Here’s a Sun photo gallery taken by Lloyd Fox inside the jail.

FUN IN THE SUN TAX CREDIT: The editorial board for the Capital-Gazette opines that while Sen. Simonaire is having fun with the so-called rain tax by proposing a sunshine credit, the laudable work of cleaning up the bay should not get lost in the humor and the fight.

DON’T HIKE DEBT: The legislature’s fiscal staff told lawmakers Thursday that they should not follow an O’Malley administration proposal  to increase Maryland’s authorized debt by $375 million over the next five years, reports Len Lazarick for MarylandReporter.com.

DELANEY CALLS ACA ROLLOUT A FAILURE: U.S. Rep. John Delaney says the federal health care rollout has been “a terrible failure so far,” but he sees progress in the president’s proposal to prevent insurance plan cancellations, reports Bethany Rodgers for the Frederick News Post.

STATE MAY EXTEND ROLLOUT: A letter thousands of Marylanders received notifying them that their health plans have been canceled may now be reversed if Maryland lets companies offer such plans for an additional year, writes Rachel Roubein for the Carroll County Times. The state hasn’t yet decided, as President Barack Obama just gave states this option as an effort to help win back the public’s trust and as a response to those frustrated with the federal health-care overhaul’s rollout.
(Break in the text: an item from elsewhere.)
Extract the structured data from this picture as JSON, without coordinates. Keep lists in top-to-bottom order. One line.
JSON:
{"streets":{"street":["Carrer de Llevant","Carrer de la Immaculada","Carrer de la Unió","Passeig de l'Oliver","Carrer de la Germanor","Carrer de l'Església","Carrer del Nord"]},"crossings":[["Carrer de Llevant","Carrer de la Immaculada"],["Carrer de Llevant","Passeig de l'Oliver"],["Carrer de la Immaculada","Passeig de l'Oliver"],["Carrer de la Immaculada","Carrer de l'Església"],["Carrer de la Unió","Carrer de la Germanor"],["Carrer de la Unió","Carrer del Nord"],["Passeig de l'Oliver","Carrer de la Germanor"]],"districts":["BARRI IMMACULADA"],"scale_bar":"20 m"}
ADJUNCTS’ DILEMMA: Part-time, or “adjunct,” instructors comprise 50% of all faculty members at U.S. colleges. These instructors often have no benefits, no job security and low pay, and recently local community colleges have begun cutting their hours to avoid complying with the ACA. This segment of the Marc Steiner show on WEAA-FM looks at adjunct instructors.

DISTRICT 12 FORUM: The event hall at the Arbutus Volunteer Fire Department was packed with nearly 200 people for a forum featuring all nine Democratic candidates for three open seats in the House of Delegates for District 12, writes Julie Baugham for the Sun. The Nov. 13 forum, hosted by District 12A Del. James Malone, provided the nine an opportunity to introduce themselves, explain why they are running and answer nine questions from Malone.

HENSON SEEKS MCFADDEN’S SEAT: Luke Broadwater of the Sun has an insightful profile of Julius Henson, campaign operative, community activist and devoted son who spent time in jail for the robocall scandal. Henson now hopes to unseat Sen. Nathaniel McFadden.

POLITICAL NOTES: New head of the Anne Arundel County GOP; fundraisers for Arundel Exec Neuman, challenger Conti among political events, in Allison Bourg’s Political Notes in the Capital-Gazette.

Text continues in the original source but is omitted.